-- Exercise goal --
Reproduce only the lines of the material below that start at the line containing "c.lineWidth = width;" and stop at the line containing "c.setLineDash([]);". Keep both end lines.

-- Data for this exercise --
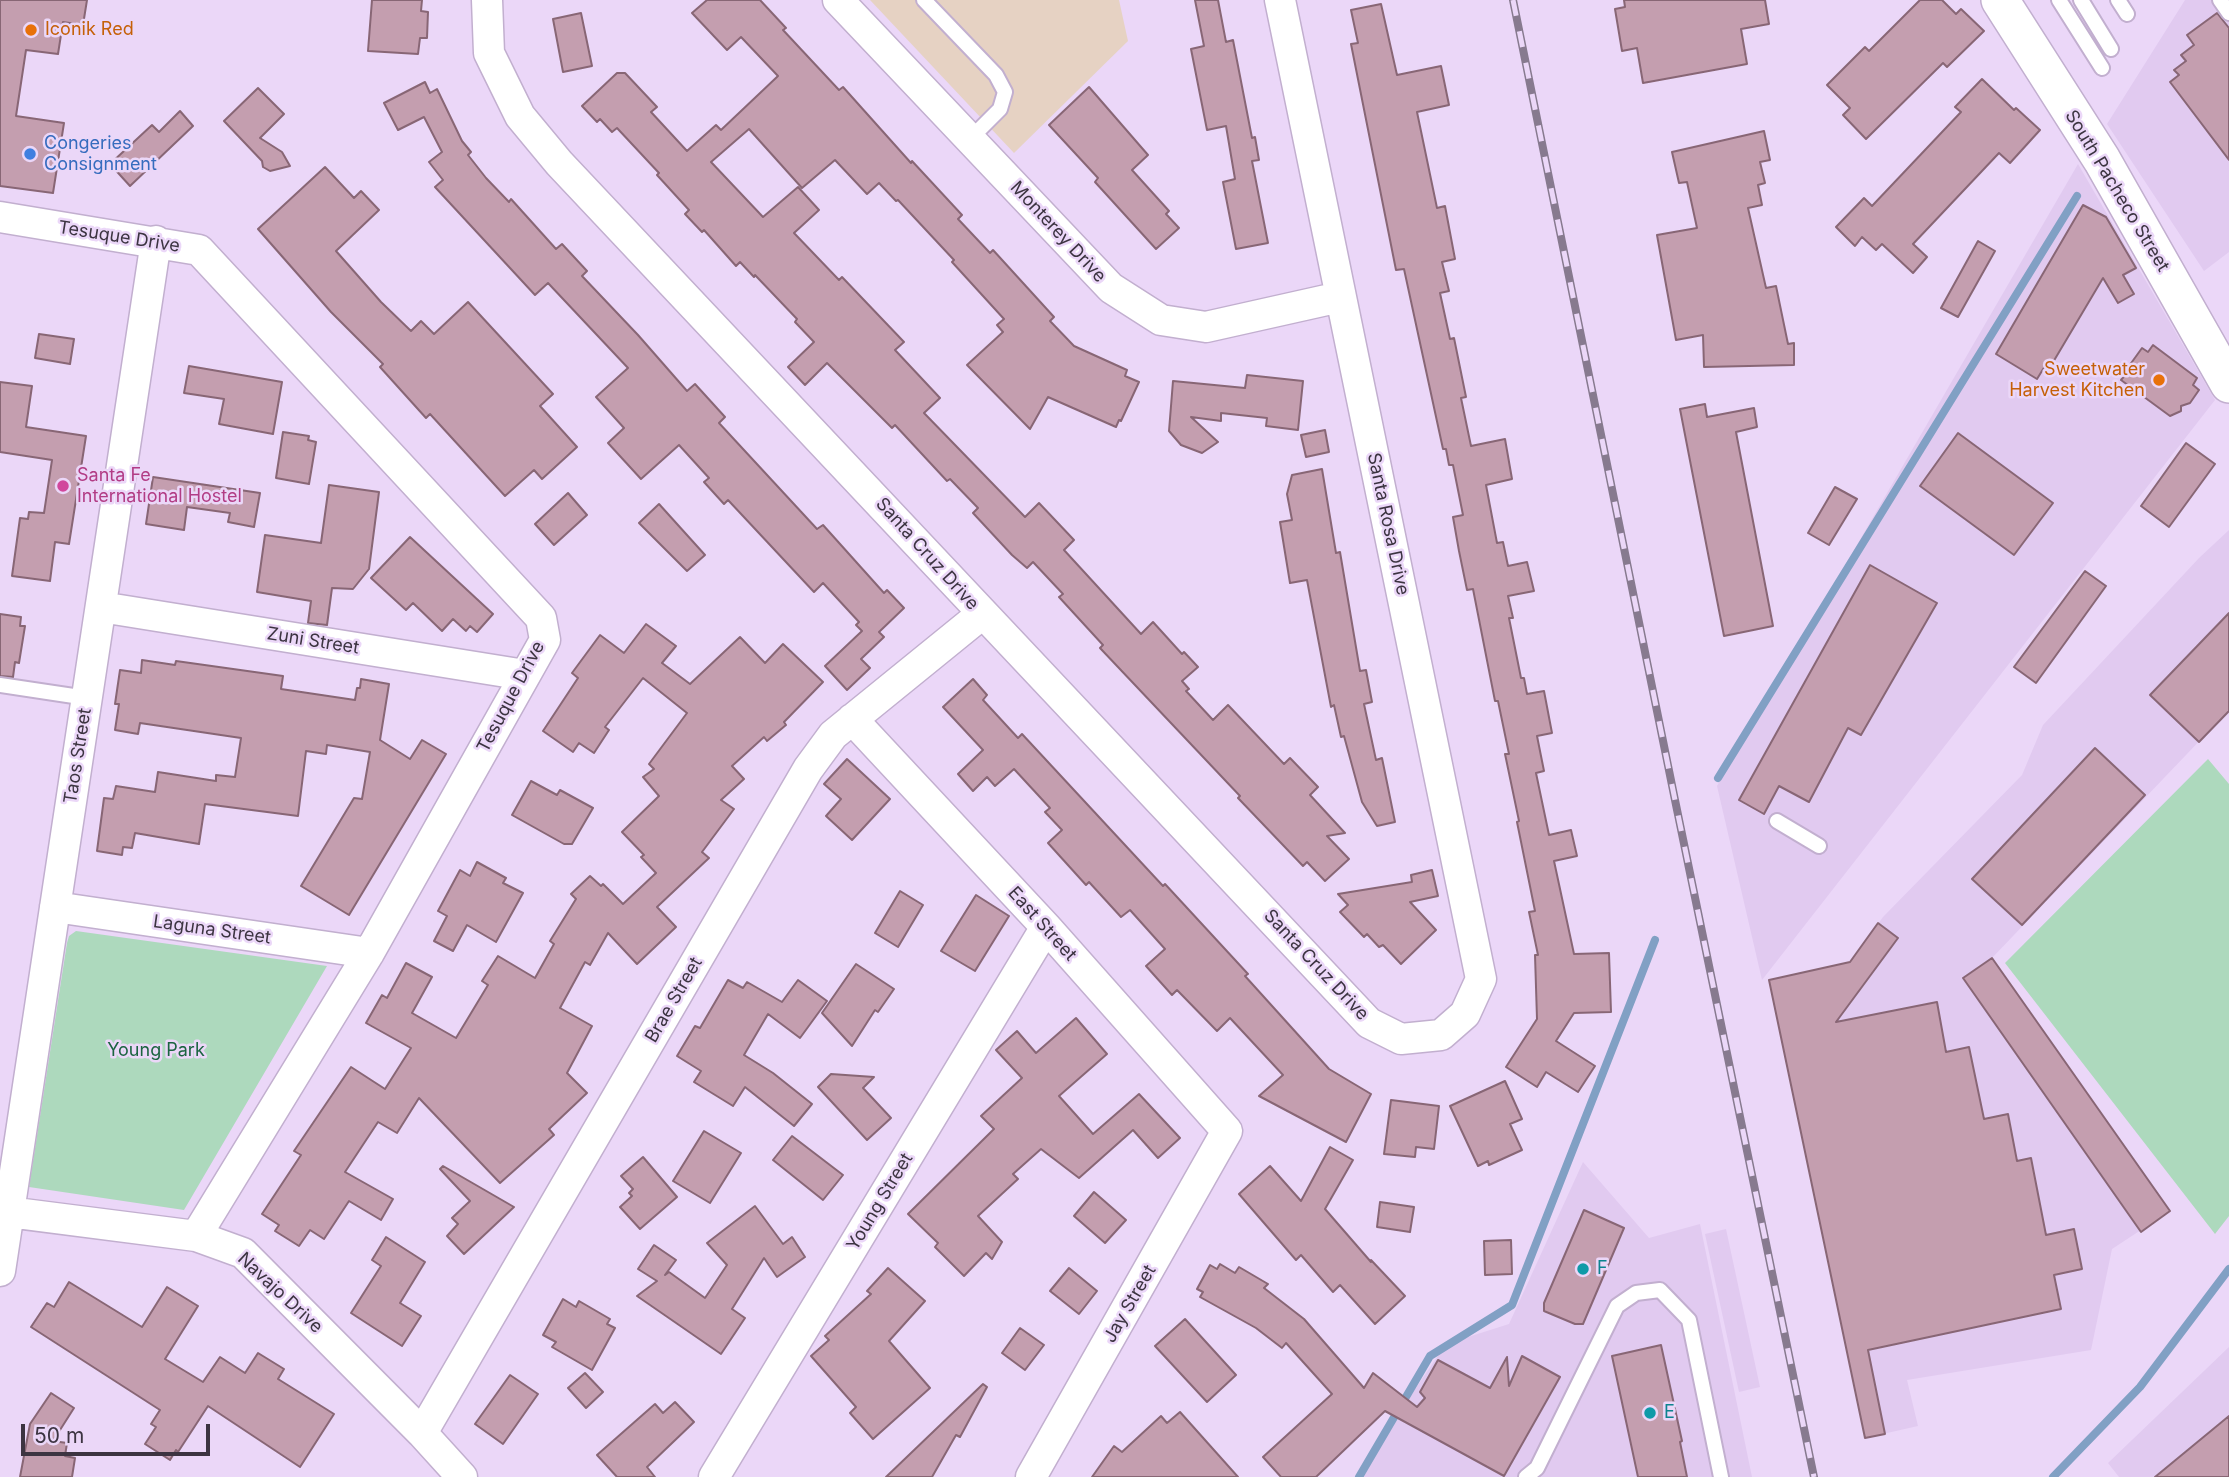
<!DOCTYPE html>
<html>
<head>
<meta charset="utf-8">
<style>
	body { margin:0 }
	#map { position:relative; width:2229px; height:1477px; overflow:hidden; background:#ebd7f8; font-family:Inter,sans-serif }
	canvas { display:block }
	.scale { position:absolute; left:21px; top:1424px; width:189px; height:32px; box-sizing:border-box; border:4px solid #3c3441; border-top:0; padding-left:9px; font-size:21px; line-height:24px; white-space:nowrap; color:#3c3441; -webkit-text-stroke:5px #ebd7f8; paint-order:stroke }
</style>
</head>
<body>
<div id="map">
<canvas width="2229" height="1477"></canvas>
<div class="scale">50 m</div>
</div>
<script>
const c = document.querySelector('canvas').getContext('2d');
c.lineJoin = 'round';
function fillPath(path, color) {
  c.fillStyle = color;
  c.fill(path, 'evenodd');
}
function trace(path, color, width, dash) {
  c.strokeStyle = color;
  c.lineWidth = width;
  c.lineCap = dash ? 'butt' : 'round';
  c.setLineDash(dash || []);
  c.stroke(path);
}
function write(font, color, halo, rows, align = 'center') {
  c.font = font + ' Inter,sans-serif';
  c.lineWidth = 5;
  c.setLineDash([]);
  c.textBaseline = 'middle';
  c.strokeStyle = halo;
  c.fillStyle = color;
  for (const [text, x, y, turn = 0] of rows) {
    c.save();
    c.translate(x, y);
    c.rotate((+turn || 0) * Math.PI / 180);
    c.textAlign = isNaN(turn) ? turn : align;
    if (halo) c.strokeText(text, 0, 0);
    c.fillText(text, 0, 0);
    c.restore();
  }
}
fillPath(new Path2D(`
	M2185,0H2229V252L2204,271L2107,124Z
	M2078,164L2215,400L1762,980L1717,786Z
	M2229,530V710L1992,958L2170,1211L2112,1249L2091,1350L1907,1380L1918,1426L1865,1438L1769,980L1850,962L1883,917L2022,775L2043,725L2199,558Z
	M1583,1162L1649,1238L1700,1224L1752,1477H1363L1378,1443L1446,1344L1509,1324Z
	M1726,1229L1760,1387L1739,1392L1705,1234Z
	M2229,1347V1477H2119L2108,1463Z`), '#e1caf0');
fillPath(new Path2D(`
	M870,0H1119L1128,41L1014,153Z`), '#e6d2c3');
fillPath(new Path2D(`
	M2208,759L2229,784V1216L2215,1234L2005,963Z
	M76,931L327,966L184,1210L29,1187L67,943L69,936Z`), '#add9bd');
trace(new Path2D(`
	M1718,778L2077,196
	M1359,1477L1430,1356L1512,1305L1655,940
	M2053,1477L2140,1387L2229,1269`), '#81a0c4', 8);
const building = new Path2D(`
	M0,0H87L83,25L63,22L58,54L26,50L16,116L64,123L53,193L0,186Z
	M372,0H422L421,11L428,12L427,38H420L418,54L368,51Z
	M707,0H760L786,28L783,30L839,90L843,87L911,163L912,161L962,215L958,219L990,253L993,250L1054,317L1050,321L1074,346L1127,370L1125,376L1139,382L1121,421L1119,420L1116,427L1048,397L1030,429L967,365L1003,332L997,325L1004,319L952,262L954,260L898,200L896,201L879,183L867,194L835,160L802,188L749,129L711,162L763,217L798,187L819,210L794,233L839,280L842,277L904,342L895,350L940,398L924,413L1025,517L1039,503L1074,540L1064,550L1141,634L1153,622L1182,654L1184,652L1198,667L1182,681L1189,689L1186,691L1213,720L1228,705L1284,764L1290,758L1318,787L1310,795L1345,833L1327,836L1349,859L1325,881L1307,862L1303,866L1238,798L1240,796L1100,648L1103,645L1059,597L1063,594L1033,562L1027,568L1012,555L973,513L978,508L950,479L947,481L895,425L892,428L827,363L805,385L788,367L814,342L795,322L797,319L755,275L754,277L740,262L736,266L704,230L702,232L685,214L689,210L657,175L659,173L617,128L612,132L600,119L597,122L582,106L617,73H625L657,107L651,112L687,151L716,125L721,130L778,76L741,37L727,50L692,13Z
	M1195,0H1218L1226,42L1233,40L1252,138L1255,137L1259,160L1252,161L1268,243L1236,249L1223,182L1235,179L1226,126L1207,130L1191,49L1204,46Z
	M1624,0H1765L1769,24L1741,29L1747,64L1643,83L1637,48L1622,51L1615,9L1625,7Z
	M1920,0H1942L1956,14L1961,9L1984,31L1947,67L1943,63L1866,139L1843,115L1850,108L1827,85L1865,47L1869,51Z
	M1381,4L1397,75L1441,66L1449,105L1417,112L1437,208L1445,206L1455,259L1442,262L1449,291L1440,293L1450,339L1454,338L1466,397L1461,398L1471,446L1505,439L1512,479L1486,485L1497,543L1503,542L1508,566L1527,562L1534,591L1508,596L1513,618H1509L1521,678H1524L1527,694L1544,691L1552,733L1537,736L1544,771L1536,773L1549,835L1571,830L1577,856L1554,861L1574,954L1609,953L1611,1012L1574,1013L1556,1041L1595,1066L1578,1092L1546,1072L1537,1087L1506,1067L1537,1019L1535,955H1538L1529,912L1535,911L1517,822L1519,821L1505,754H1509L1498,701H1495L1473,589L1467,590L1459,551L1453,517L1463,515L1453,465H1449L1446,449H1443L1404,269L1396,270L1351,44L1358,43L1351,10Z
	M581,13L592,66L563,72L553,19Z
	M2217,13L2229,28V160L2170,82L2179,75L2174,70L2186,61L2181,55L2194,45L2187,35Z
	M1982,79L2014,110L2016,108L2040,130L2010,163L1999,153L1913,244L1927,257L1913,273L1882,244L1876,250L1862,237L1855,246L1836,227L1864,198L1872,206L1961,112L1955,107Z
	M425,82L430,93L437,89L462,141L471,152L468,155L486,178L509,202L511,199L556,249L562,244L587,271L582,276L638,335L687,391L695,384L725,417L719,423L817,529L823,525L884,593L887,590L904,608L879,632L884,637L861,659L870,668L847,690L825,666L862,631L856,625L859,622L823,583L814,592L728,500L724,504L704,482L709,478L679,445L641,479L608,443L624,428L596,397L628,368L548,283L535,295L435,187L443,180L429,162L442,152L424,117L398,130L384,103Z
	M1089,87L1148,155L1132,170L1169,211L1166,214L1179,228L1156,249L1095,182L1098,178L1049,125Z
	M258,88L284,114L260,138L282,152L290,166L270,171L263,167L262,161L224,121Z
	M180,111L193,126L130,186L110,164L152,125L159,132Z
	M1764,131L1770,160L1760,162L1765,183L1758,185L1762,205L1748,208L1766,288L1776,286L1788,344L1794,343V365L1704,367L1703,335L1676,340L1657,235L1697,228L1687,182L1679,183L1672,152Z
	M325,167L354,198L361,191L379,210L336,251L381,302L411,331L421,321L434,334L468,302L553,394L540,406L577,447L542,479L534,470L505,496L430,414L426,418L380,367L383,364L331,312L258,229Z
	M2083,205L2106,217L2136,268L2123,275L2134,294L2118,303L2103,278L2049,369L2045,366L2037,379L1996,354Z
	M1978,241L1995,251L1958,317L1941,308Z
	M39,334L74,339L70,364L35,358Z
	M2153,345L2197,378L2193,385L2199,390L2190,403L2181,406V411L2170,416L2121,380L2126,374L2124,373L2142,348L2148,352Z
	M189,366L282,382L273,434L219,424L224,399L184,393Z
	M1247,375L1303,381L1298,430L1266,426L1267,418L1221,413V421L1191,417L1218,442L1202,453L1181,445L1169,431L1173,381L1245,388Z
	M0,382L32,386L26,427L86,436L69,544L55,542L50,581L12,576L20,518L28,519L29,512L44,513L52,460L0,452Z
	M1705,404L1707,417L1754,408L1757,427L1736,432L1773,626L1724,636L1680,409Z
	M1325,430L1329,452L1306,457L1301,435Z
	M283,432L309,436L308,440L316,442L309,484L276,478Z
	M1958,433L2053,503L2014,555L1920,486Z
	M2186,443L2215,464L2169,527L2141,506Z
	M1322,469L1336,553L1340,552L1360,671L1366,670L1372,702L1364,704L1376,760L1382,758L1395,822L1377,826L1362,802L1344,736L1341,737L1334,705L1331,707L1307,580L1290,583L1280,522L1292,520L1287,494L1292,475Z
	M153,477L260,493L254,527L228,522L230,513L187,507L184,530L146,524Z
	M329,485L379,492L369,569L353,589L332,588L327,625L308,623L311,601L257,592L265,535L321,543Z
	M1835,487L1857,499L1829,545L1808,533Z
	M568,493L587,515L554,545L535,524Z
	M659,504L705,555L687,571L639,523Z
	M410,537L493,614L477,632L470,626L466,631L453,619L442,631L413,603L406,610L371,578Z
	M1870,565L1937,603L1861,735L1848,728L1809,802L1779,786L1764,814L1739,800Z
	M2085,571L2106,586L2036,683L2014,667Z
	M2229,613V711L2199,742L2150,695Z
	M0,614L21,617L20,626H25L19,663L15,662L13,677L0,676Z
	M646,624L676,646L662,663L690,684L740,637L765,663L783,644L823,682L784,722L786,725L767,741L764,737L732,766L744,779L721,800L734,809L702,852L709,858L657,907L676,927L637,964L608,933L590,965L585,962L560,1008L592,1026L567,1073L587,1093L549,1129L554,1135L500,1183L419,1098L397,1133L378,1122L345,1172L393,1199L381,1220L349,1201L324,1239L310,1230L299,1246L275,1231L279,1225L262,1214L301,1155L294,1151L351,1067L385,1089L411,1048L366,1023L382,995L387,998L406,963L432,977L412,1013L456,1038L488,985L482,981L498,956L535,978L554,944L550,941L576,899L571,894L590,876L601,886L603,884L623,904L656,873L641,857L644,855L622,832L659,796L643,777L654,769L649,764L687,713L643,678L605,727L609,730L594,753L579,743L573,752L543,731L578,678L572,673L600,635L624,653Z
	M142,660L175,665L176,661L283,676L281,689L355,700L357,688H360L361,679L389,684L380,740L410,759L422,740L446,754L349,915L301,886L354,798L362,799L370,752L327,745L326,754L306,751L298,816L205,804L199,844L135,833L132,848L123,847L122,855L97,851L104,798L113,799L116,786L155,792L158,772L216,781V775L235,777L241,738L140,723L138,734L115,730L119,704H115L120,670L141,673Z
	M973,679L987,695L983,700L1018,738L1022,734L1163,886L1165,884L1248,974L1245,976L1329,1069L1371,1094L1346,1142L1259,1096L1283,1075L1230,1018L1217,1031L1177,990L1172,995L1146,966L1165,949L1130,910L1121,917L1089,882L1086,885L1048,843L1062,830L1045,812L1050,808L1014,769L995,786L987,777L973,791L958,774L983,750L943,707Z
	M2095,748L2145,795L2022,925L1972,879Z
	M847,759L890,799L852,840L826,816L841,799L824,784Z
	M531,781L557,795L560,790L593,808L572,844H564L512,815Z
	M477,862L506,878L503,883L523,893L496,942L467,925L453,951L434,941L447,916L438,911L460,870L470,876Z
	M1432,870L1438,896L1410,902L1436,930L1401,964L1383,945L1379,947L1367,934L1364,937L1340,912L1348,905L1338,894L1412,882L1411,875Z
	M900,891L923,905L898,947L875,933Z
	M976,895L1009,916L975,971L941,951Z
	M1878,923L1898,938L1836,1022L1937,1002L1946,1052L1969,1047L1984,1119L2008,1114L2017,1161L2031,1158L2046,1235L2074,1229L2082,1269L2054,1275L2061,1309L1868,1350L1885,1434L1865,1438L1769,980L1850,962Z
	M1992,958L2170,1211L2141,1232L1963,978Z
	M856,964L894,989L878,1012L875,1010L852,1046L822,1013Z
	M728,980L743,988L747,982L782,1002L798,980L827,1001L800,1038L768,1014L744,1055L773,1073L812,1104L794,1126L745,1087L733,1106L694,1082L701,1071L677,1056L695,1026L700,1028Z
	M1076,1018L1107,1054L1059,1096L1093,1134L1139,1094L1180,1138L1158,1158L1133,1130L1079,1178L1041,1149L1013,1174L1018,1179L978,1216L1002,1242L992,1259L986,1253L964,1276L935,1247L938,1243L908,1214L994,1129L981,1116L1022,1078L996,1050L1017,1031L1036,1053Z
	M831,1074L874,1077L863,1088L891,1118L867,1140L818,1087Z
	M1505,1081L1522,1119L1510,1124L1522,1150L1489,1165L1488,1161L1478,1166L1450,1106Z
	M1391,1100L1439,1106L1434,1149L1416,1147L1415,1157L1384,1154Z
	M704,1131L741,1153L710,1203L673,1181Z
	M792,1136L843,1175L823,1200L773,1160Z
	M1330,1147L1353,1160L1325,1209L1371,1262V1260L1405,1296L1375,1324L1340,1285L1333,1292L1301,1255L1296,1260L1239,1194L1270,1166L1301,1201Z
	M643,1157L677,1197L640,1229L620,1207L632,1196L629,1193L633,1189L621,1176Z
	M443,1166L514,1207L464,1254L447,1236L458,1224L452,1218L470,1201L440,1169Z
	M1094,1192L1126,1220L1105,1243L1074,1216Z
	M1380,1202L1414,1207L1410,1232L1377,1227Z
	M755,1206L783,1244L792,1237L805,1257L777,1277L764,1258L732,1309L745,1318L721,1354L637,1296L657,1281L638,1269L654,1245L676,1260L665,1275L669,1272L705,1298L727,1265L707,1243Z
	M1584,1210L1624,1228L1583,1324H1575L1544,1311V1303Z
	M386,1237L425,1262L400,1303L421,1316L402,1346L351,1313L381,1266L372,1260Z
	M1511,1240L1512,1274L1485,1275L1484,1241Z
	M1220,1264L1235,1273L1239,1267L1268,1284L1264,1288L1304,1319L1364,1388L1373,1373L1417,1407L1425,1398L1420,1392L1438,1360L1490,1388L1507,1357L1509,1386L1522,1356L1560,1377L1504,1476L1385,1411L1316,1477H1281L1263,1457L1332,1394L1286,1343L1282,1348L1256,1328L1200,1297L1203,1292L1197,1289L1210,1265L1217,1269Z
	M888,1268L925,1301L889,1341L930,1388L873,1439L850,1413L856,1407L811,1356L829,1340L825,1336L871,1294L867,1291Z
	M1069,1268L1097,1291L1079,1314L1050,1291Z
	M69,1282L142,1327L167,1287L198,1306L165,1359L203,1382L220,1357L245,1373L258,1353L284,1369L278,1379L334,1414L300,1467L208,1406L178,1452L176,1450L170,1460L145,1444L156,1427L151,1424L160,1410L31,1327L47,1303L54,1307Z
	M563,1299L576,1307L579,1301L610,1319L607,1324L615,1328L592,1370L552,1347L556,1342L543,1335Z
	M1185,1319L1236,1375L1207,1402L1155,1346Z
	M1020,1328L1044,1345L1025,1370L1002,1353Z
	M1661,1345L1682,1441L1680,1442L1687,1477H1638L1612,1356Z
	M585,1373L603,1392L586,1408L568,1388Z
	M510,1375L538,1394L503,1444L475,1424Z
	M983,1384L987,1387L960,1437L956,1435L932,1477H886Z
	M51,1393L74,1408L53,1441L67,1443L65,1456L75,1458L72,1477H20L30,1424Z
	M675,1402L694,1422L647,1467L655,1477H617L597,1455L655,1404L663,1413Z
	M1180,1412L1238,1477H1092L1114,1446L1122,1452L1161,1416L1167,1423Z
	M2229,1416V1477H2155Z`);
fillPath(building, '#c49eaf');
trace(building, '#886675', 2);
const service = new Path2D(`
	M924,0L996,75L1005,92L1000,109L970,139
	M2059,0L2102,68
	M2081,0L2111,49
	M2118,0L2127,14
	M2220,0L2229,13
	M0,685L87,698
	M1777,821L1819,846
	M1526,1477L1537,1468L1617,1306L1636,1293L1660,1290L1689,1320L1721,1477`);
const minor = new Path2D(`
	M487,0L489,53L520,116L559,163L1369,1023L1401,1039L1441,1035L1465,1014L1481,979L1280,0
	M838,0L1111,288L1161,320L1206,327L1340,297
	M0,217L199,250L541,618L545,640L369,953L196,1236
	M101,607L525,675
	M852,719L1046,927L1227,1131L1031,1477
	M55,907L369,953
	M0,1211L196,1236L243,1253L422,1433L462,1477
	M0,1271L156,241
	M422,1433L808,769L833,735L982,614
	M714,1477L1046,927`);
const tertiary = new Path2D(`
	M2000,0L2102,160L2229,384`);
trace(service, '#c2afcf', 18);
trace(minor, '#c2afcf', 33);
trace(tertiary, '#c2afcf', 40);
trace(service, '#fff', 14);
trace(minor, '#fff', 30);
trace(tertiary, '#fff', 37);
const rail = new Path2D(`
	M1513,0L1675,800L1814,1477`);
trace(rail, '#877a8f', 8);
trace(rail, '#ebd7f8', 5, [16]);
for (const [x, y, r, color] of [
	[31,30,7,"#e8710a"],
	[30,154,7,"#3f7fe0"],
	[2159,380,7,"#e8710a"],
	[63,486,7,"#d1479c"],
	[1583,1269,7,"#0f9aa8"],
	[1650,1413,7,"#0f9aa8"]
]) {
  const dot = new Path2D();
  dot.arc(x, y, r, 0, 2 * Math.PI);
  c.fillStyle = color;
  c.fill(dot);
  trace(dot, '#ebd7f8', 2.5);
}
write('18px', '#c56008', '#ebd7f8', [
	["Iconik Red",45,30],
	["Sweetwater",2145,370,"right"],
	["Harvest Kitchen",2145,391,"right"]
], 'left');
write('18px', '#366cbe', '#ebd7f8', [
	["Congeries",44,144],
	["Consignment",44,165]
], 'left');
write('18px', '#3c3441', '#ebd7f8', [
	["South Pacheco Street",2117,191,59],
	["Monterey Drive",1058,232,47],
	["Tesuque Drive",119,237,9],
	["Santa Rosa Drive",1388,524,78],
	["Santa Cruz Drive",927,554,48],
	["Zuni Street",313,641,9],
	["Tesuque Drive",511,697,-62],
	["Taos Street",78,756,-81],
	["East Street",1042,924,48],
	["Laguna Street",212,930,8],
	["Santa Cruz Drive",1316,965,47],
	["Brae Street",674,1000,-60],
	["Young Street",880,1202,-59],
	["Navajo Drive",280,1293,43],
	["Jay Street",1130,1304,-60]
]);
write('18px', '#b23c85', '#ebd7f8', [
	["Santa Fe",77,476],
	["International Hostel",77,497]
], 'left');
write('18px', '#1b6440', '#ebd7f8', [
	["Young Park",156,1051]
]);
write('18px', '#0d838f', '#ebd7f8', [
	["F",1597,1269],
	["E",1664,1413]
], 'left');
</script>
</body>
</html>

-- Exercise result --
  c.lineWidth = width;
  c.lineCap = dash ? 'butt' : 'round';
  c.setLineDash(dash || []);
  c.stroke(path);
}
function write(font, color, halo, rows, align = 'center') {
  c.font = font + ' Inter,sans-serif';
  c.lineWidth = 5;
  c.setLineDash([]);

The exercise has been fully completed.